NICHOLS, Senior Circuit Judge,

concurring.

I concur in the judgment and in the reasons given except I would not use the words “compelled” or “forced” to describe the impact of the Supreme Court’s Oliver decision upon my thinking. “Led” would be more to my taste. It is not true that but for our highest tribunal having spoken, I would have gone the opposite way. Actually, there was an important difference in the cases. The possibility of marijuana plantations being detected from the air was a mere speculation in Oliver, yet is referred to there as tending to undermine the reasonableness of the grower expecting privacy in his illicit activity, even though in fact such surveillance did not occur. In this case it did occur and was the origin of the enforcement officer’s suspicions. What was seen from the air would, I should think, have afforded probable cause if a warrant had been applied for. By modern aviation law, as I understand it, aircraft are free to come and go at over 500 feet without trespass upon the rights of the surface landowner. There was no suggestion the enforcement officers used or needed any kind of unusual or sophisticated equipment to detect the marijuana. There is nothing clandestine or secret about a helicopter thundering overhead.
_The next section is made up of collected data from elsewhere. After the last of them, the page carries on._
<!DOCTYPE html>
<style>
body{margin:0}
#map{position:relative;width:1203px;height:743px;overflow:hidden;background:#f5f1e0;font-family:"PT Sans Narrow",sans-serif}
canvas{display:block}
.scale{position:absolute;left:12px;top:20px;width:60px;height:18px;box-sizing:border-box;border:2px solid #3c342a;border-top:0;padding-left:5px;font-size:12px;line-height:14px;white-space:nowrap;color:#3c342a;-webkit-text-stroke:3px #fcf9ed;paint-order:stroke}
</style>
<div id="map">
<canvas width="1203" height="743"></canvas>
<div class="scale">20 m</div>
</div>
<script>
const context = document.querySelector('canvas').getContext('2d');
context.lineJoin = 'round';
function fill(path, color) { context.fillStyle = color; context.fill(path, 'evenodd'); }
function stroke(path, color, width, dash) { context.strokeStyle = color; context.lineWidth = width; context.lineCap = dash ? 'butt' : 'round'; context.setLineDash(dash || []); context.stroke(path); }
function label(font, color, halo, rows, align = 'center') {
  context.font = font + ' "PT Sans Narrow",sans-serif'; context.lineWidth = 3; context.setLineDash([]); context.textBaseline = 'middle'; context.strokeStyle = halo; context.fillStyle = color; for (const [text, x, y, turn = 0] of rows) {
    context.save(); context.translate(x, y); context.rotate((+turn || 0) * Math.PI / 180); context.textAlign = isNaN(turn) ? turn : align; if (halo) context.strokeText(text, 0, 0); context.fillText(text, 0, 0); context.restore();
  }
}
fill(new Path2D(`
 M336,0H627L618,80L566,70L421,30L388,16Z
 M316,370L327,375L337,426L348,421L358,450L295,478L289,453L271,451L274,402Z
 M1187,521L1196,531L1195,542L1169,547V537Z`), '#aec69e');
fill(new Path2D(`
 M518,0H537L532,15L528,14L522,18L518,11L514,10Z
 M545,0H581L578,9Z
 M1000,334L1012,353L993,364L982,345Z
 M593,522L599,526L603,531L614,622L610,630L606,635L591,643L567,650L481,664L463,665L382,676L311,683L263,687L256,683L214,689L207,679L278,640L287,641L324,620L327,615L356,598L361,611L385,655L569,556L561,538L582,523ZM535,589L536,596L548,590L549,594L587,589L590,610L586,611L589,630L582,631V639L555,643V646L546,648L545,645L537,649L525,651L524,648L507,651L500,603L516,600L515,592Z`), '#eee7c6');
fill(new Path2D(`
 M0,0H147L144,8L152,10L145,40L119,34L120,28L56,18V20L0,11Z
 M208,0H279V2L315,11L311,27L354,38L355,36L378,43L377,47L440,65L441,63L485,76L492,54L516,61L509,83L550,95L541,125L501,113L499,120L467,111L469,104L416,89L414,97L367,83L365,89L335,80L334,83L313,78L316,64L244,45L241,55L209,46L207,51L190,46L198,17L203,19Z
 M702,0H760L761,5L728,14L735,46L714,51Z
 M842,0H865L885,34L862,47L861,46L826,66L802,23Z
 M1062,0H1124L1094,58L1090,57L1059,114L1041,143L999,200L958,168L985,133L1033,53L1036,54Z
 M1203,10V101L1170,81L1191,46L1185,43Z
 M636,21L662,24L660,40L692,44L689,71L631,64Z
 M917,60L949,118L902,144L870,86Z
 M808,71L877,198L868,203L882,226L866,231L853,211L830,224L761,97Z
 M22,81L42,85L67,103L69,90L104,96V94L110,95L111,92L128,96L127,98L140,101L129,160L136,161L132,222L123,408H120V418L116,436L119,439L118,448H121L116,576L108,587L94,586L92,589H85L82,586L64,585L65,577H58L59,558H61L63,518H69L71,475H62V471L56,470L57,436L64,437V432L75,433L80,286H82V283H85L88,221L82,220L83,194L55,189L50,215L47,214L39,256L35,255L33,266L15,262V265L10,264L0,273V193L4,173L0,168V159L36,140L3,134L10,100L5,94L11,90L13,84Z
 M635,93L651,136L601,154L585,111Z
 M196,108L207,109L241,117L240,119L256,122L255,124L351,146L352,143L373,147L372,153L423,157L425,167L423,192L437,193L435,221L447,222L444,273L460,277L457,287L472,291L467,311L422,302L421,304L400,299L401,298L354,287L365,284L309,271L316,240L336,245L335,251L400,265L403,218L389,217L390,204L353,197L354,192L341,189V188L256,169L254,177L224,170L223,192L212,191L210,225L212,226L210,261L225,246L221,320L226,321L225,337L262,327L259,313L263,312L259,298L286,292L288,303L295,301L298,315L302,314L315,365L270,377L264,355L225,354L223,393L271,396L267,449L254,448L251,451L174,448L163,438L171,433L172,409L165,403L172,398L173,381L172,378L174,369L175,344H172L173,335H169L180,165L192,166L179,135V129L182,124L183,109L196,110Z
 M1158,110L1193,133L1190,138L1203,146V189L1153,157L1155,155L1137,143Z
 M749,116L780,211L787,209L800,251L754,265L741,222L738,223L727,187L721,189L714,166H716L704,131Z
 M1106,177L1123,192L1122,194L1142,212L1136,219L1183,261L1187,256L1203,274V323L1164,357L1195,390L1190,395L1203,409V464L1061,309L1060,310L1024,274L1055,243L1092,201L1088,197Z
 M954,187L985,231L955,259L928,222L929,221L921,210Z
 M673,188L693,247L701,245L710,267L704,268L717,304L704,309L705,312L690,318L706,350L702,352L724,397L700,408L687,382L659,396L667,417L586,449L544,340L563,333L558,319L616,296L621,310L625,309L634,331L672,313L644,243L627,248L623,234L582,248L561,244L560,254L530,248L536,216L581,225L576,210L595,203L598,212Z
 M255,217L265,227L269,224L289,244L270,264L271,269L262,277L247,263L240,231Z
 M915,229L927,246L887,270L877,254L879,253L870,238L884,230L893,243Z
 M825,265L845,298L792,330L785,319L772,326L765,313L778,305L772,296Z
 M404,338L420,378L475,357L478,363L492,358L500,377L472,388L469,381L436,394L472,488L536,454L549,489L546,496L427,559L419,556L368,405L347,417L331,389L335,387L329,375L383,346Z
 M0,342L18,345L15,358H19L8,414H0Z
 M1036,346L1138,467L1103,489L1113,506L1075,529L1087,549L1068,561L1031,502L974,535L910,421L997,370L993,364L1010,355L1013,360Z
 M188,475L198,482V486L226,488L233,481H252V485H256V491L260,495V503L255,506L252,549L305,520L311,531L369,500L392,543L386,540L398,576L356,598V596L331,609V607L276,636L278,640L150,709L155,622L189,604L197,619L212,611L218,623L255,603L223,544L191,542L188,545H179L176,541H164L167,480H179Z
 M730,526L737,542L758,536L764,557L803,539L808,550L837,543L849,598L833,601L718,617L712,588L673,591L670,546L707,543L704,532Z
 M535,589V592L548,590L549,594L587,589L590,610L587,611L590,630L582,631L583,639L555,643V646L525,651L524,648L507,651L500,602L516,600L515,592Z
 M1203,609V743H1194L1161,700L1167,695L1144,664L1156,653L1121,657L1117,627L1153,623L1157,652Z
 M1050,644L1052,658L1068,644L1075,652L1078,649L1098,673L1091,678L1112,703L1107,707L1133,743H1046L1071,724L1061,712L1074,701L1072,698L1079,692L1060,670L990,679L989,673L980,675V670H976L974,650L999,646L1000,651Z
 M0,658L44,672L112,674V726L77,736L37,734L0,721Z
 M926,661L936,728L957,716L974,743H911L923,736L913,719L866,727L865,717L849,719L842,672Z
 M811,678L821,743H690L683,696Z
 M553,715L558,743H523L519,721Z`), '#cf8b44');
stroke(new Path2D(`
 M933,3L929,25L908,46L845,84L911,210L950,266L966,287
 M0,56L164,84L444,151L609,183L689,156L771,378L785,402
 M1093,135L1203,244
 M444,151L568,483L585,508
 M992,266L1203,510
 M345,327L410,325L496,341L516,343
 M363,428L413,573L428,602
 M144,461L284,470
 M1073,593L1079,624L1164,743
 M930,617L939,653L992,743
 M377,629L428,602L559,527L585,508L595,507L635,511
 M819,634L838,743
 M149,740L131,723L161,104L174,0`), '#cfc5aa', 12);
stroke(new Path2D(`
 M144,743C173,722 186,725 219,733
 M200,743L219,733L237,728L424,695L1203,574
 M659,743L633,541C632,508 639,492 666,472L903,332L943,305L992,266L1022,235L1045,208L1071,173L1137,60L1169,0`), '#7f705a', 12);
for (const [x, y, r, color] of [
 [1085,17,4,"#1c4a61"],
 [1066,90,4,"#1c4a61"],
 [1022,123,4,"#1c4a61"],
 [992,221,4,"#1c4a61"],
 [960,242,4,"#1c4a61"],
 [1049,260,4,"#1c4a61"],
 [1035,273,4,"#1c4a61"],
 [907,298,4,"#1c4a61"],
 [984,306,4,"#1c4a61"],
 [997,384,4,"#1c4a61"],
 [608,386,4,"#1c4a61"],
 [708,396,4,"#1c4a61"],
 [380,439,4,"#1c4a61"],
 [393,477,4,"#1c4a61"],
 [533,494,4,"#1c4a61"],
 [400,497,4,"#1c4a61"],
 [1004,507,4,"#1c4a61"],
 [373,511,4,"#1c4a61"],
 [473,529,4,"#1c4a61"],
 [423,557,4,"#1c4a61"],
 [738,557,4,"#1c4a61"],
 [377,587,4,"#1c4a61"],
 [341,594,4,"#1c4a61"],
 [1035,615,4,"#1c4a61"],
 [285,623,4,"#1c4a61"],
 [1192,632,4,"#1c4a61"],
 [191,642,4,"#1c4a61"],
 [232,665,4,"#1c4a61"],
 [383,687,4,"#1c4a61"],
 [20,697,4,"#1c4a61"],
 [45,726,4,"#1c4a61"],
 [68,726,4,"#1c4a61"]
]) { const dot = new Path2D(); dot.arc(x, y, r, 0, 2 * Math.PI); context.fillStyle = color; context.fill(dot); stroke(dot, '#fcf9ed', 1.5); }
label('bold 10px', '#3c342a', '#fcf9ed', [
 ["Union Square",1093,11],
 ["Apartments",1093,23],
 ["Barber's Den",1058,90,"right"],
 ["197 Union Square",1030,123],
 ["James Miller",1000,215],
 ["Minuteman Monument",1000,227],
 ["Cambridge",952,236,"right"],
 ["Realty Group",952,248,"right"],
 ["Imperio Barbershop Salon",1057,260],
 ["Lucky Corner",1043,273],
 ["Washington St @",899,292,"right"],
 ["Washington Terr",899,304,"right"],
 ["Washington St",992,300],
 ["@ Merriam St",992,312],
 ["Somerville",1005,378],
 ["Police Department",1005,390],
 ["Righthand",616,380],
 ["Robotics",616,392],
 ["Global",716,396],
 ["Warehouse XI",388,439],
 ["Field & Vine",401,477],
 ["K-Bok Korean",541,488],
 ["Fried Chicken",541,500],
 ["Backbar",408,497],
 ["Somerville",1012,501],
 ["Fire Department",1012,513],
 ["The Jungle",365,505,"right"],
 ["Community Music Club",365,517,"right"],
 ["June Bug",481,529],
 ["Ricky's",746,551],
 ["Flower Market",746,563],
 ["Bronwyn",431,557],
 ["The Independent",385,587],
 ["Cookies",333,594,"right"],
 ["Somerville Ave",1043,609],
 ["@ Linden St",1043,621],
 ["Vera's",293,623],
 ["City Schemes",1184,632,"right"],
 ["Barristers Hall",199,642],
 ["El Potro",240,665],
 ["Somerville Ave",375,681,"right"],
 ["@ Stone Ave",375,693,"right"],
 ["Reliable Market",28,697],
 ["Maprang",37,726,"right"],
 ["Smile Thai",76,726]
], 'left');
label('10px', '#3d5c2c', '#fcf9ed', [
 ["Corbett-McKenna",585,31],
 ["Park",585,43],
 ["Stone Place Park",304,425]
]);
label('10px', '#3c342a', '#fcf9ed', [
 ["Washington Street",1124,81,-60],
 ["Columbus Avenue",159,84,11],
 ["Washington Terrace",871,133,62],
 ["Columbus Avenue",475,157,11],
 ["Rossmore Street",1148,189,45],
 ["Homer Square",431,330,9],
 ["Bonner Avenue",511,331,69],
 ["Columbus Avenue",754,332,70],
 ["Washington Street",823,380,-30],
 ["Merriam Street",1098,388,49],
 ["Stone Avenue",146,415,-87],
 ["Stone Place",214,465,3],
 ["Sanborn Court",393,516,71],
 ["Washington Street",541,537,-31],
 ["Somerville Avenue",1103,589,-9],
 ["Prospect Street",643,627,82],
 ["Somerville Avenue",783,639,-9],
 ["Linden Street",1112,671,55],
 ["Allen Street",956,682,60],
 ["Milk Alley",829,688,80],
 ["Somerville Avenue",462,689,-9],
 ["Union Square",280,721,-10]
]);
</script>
I would have held, therefore, that the marijuana was in “plain view,” just as if it could have been seen from the highway and one who places an article in such plain view has no reasonable expectation that it will not be seen. I would have thought, though Oliver was decided by divided tribunals, both in this and in the Supreme Court, some of the dissenters in either place might reasonably have been persuaded by the factual differences in this case. It was the major premise of both dissents that Oliver, by “no trespassing” signs, locked gates, etc., did what he could to assure privacy, and presumably the result would have been different, in the eyes of dissenters, had he not done so. The defendants here did nothing to keep helicopters away, and nothing to conceal what might have been seen from them, the plantation being wide-open to aerial view. The marijuana plant is distinctive. Once one is seen, others are readily recognized.